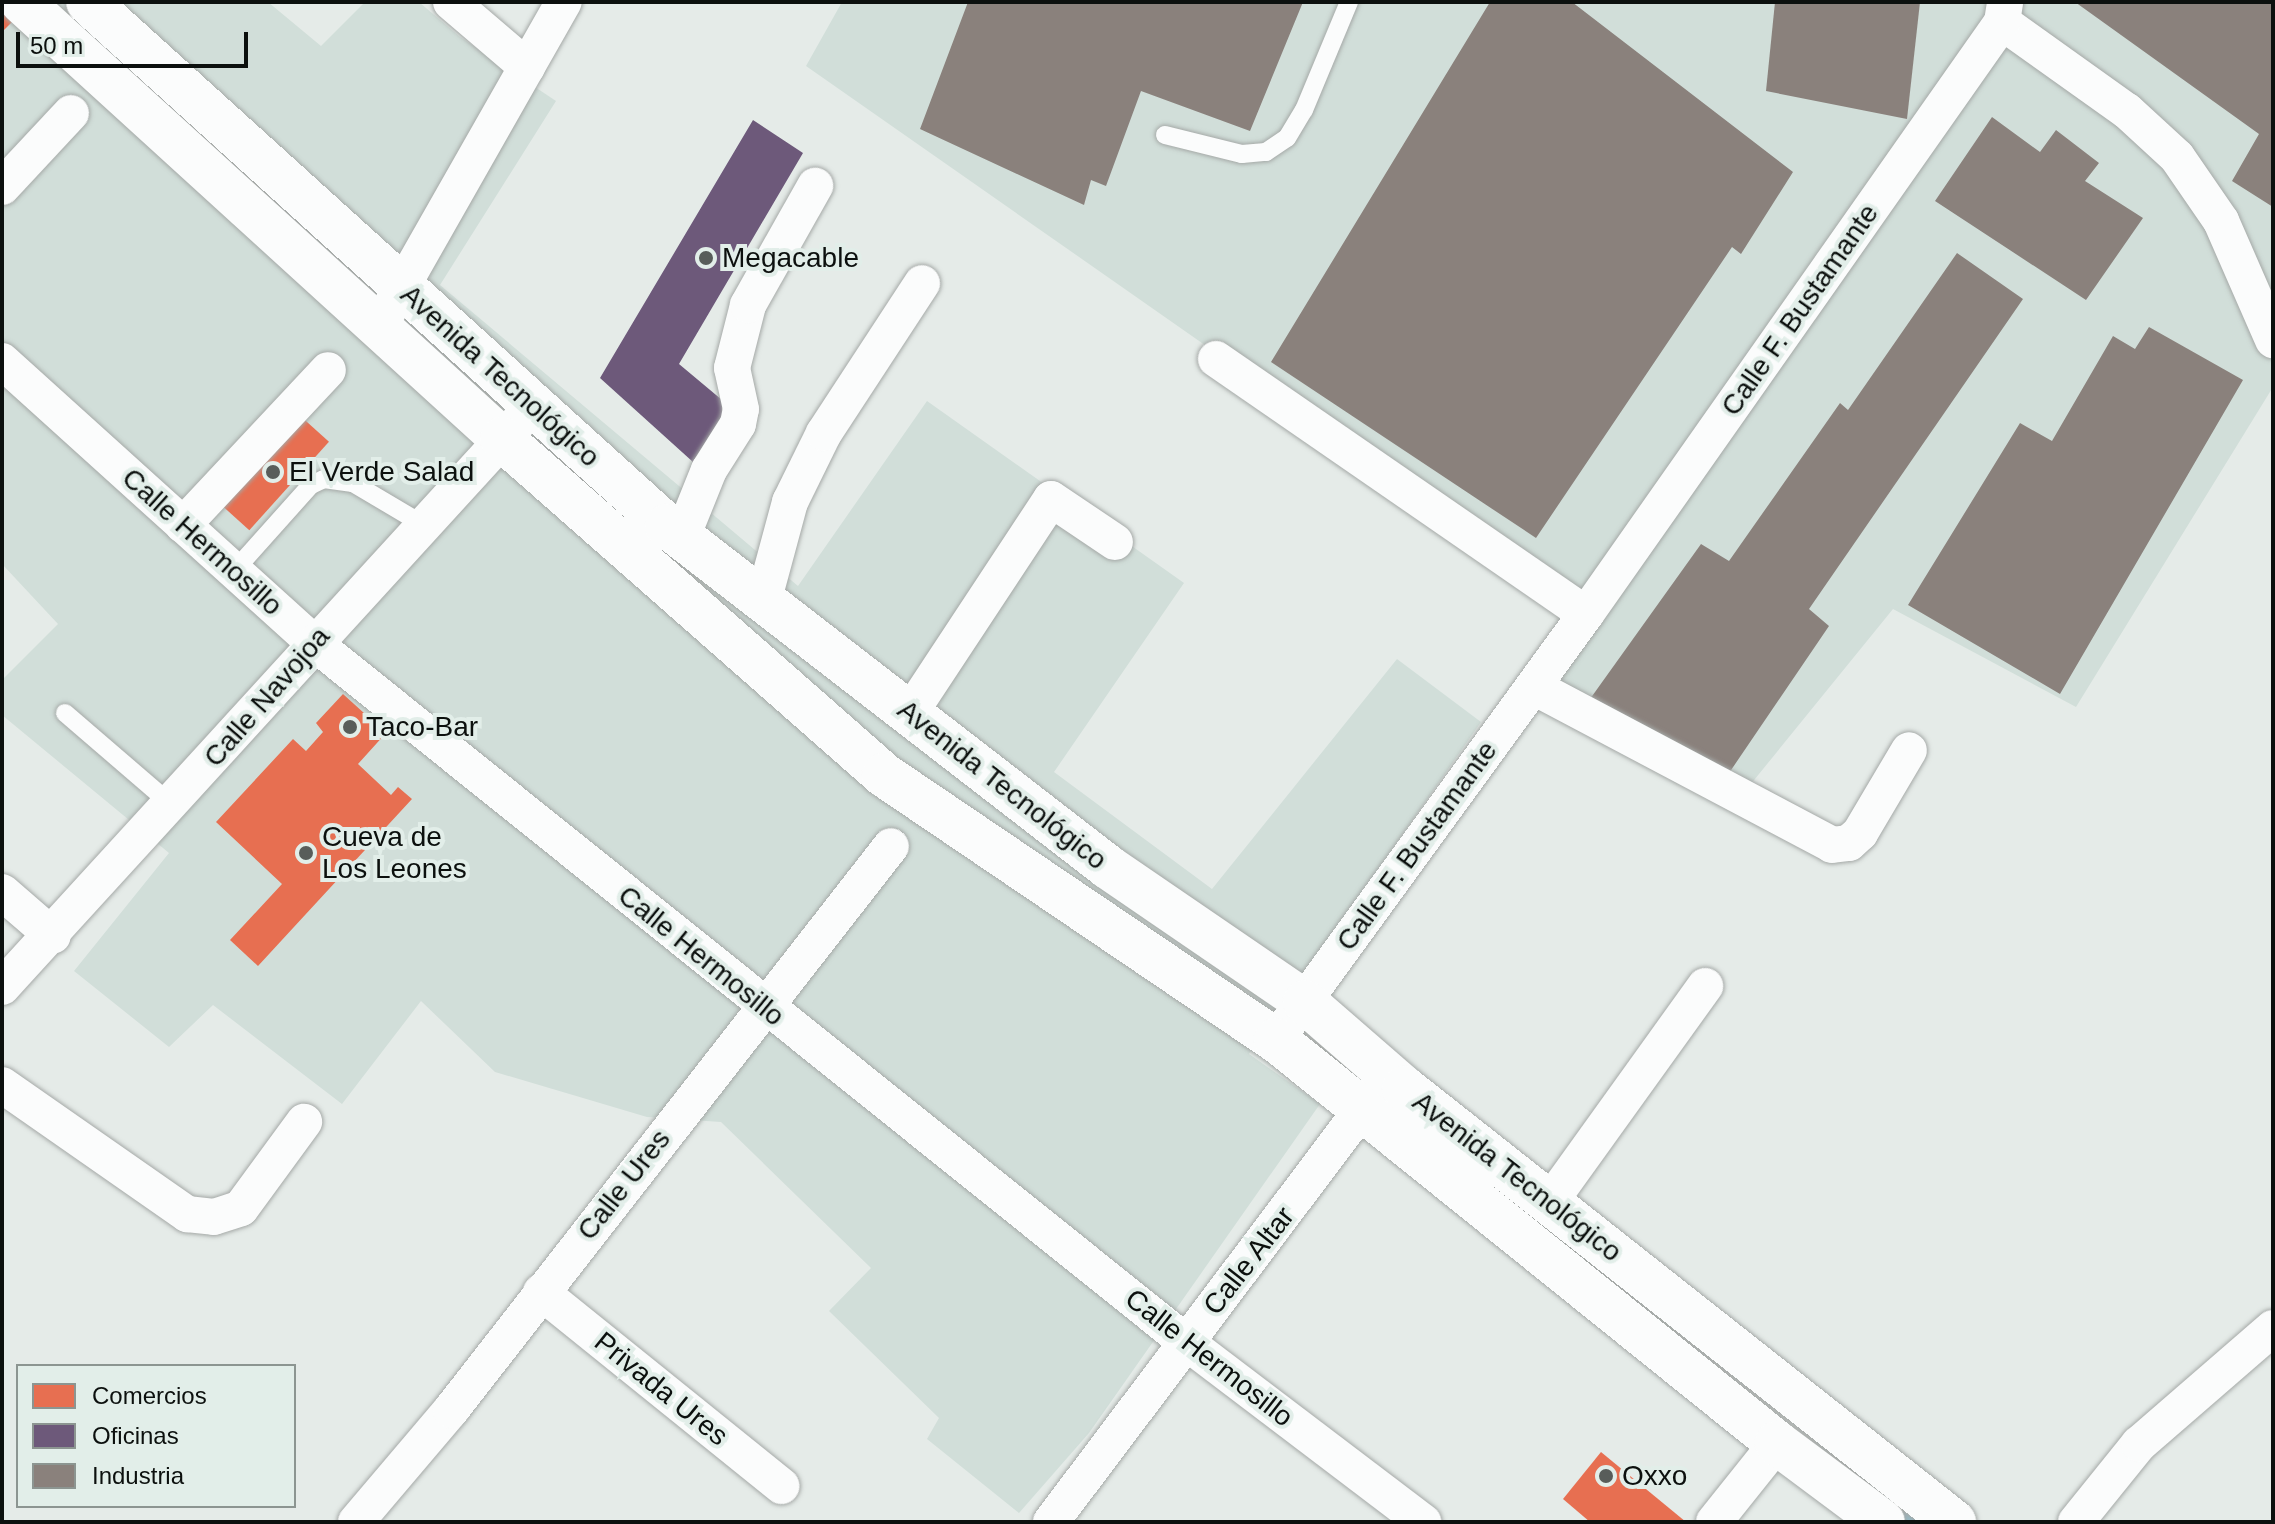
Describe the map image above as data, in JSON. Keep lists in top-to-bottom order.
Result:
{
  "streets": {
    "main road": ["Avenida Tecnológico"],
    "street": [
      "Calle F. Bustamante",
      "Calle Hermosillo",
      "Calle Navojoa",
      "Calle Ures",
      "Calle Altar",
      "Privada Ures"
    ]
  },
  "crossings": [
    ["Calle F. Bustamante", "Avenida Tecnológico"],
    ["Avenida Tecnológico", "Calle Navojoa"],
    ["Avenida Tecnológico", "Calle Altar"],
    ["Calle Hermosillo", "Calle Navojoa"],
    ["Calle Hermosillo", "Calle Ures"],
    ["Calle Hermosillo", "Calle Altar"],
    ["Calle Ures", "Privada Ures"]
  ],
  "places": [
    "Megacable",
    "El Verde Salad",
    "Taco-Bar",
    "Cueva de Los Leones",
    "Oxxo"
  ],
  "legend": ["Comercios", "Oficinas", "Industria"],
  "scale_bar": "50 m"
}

# [REQUIRED ACTION]
Work out how many lines of the data include the word "Avenida". Then write only that number.

# [WRITTEN ANSWER]
4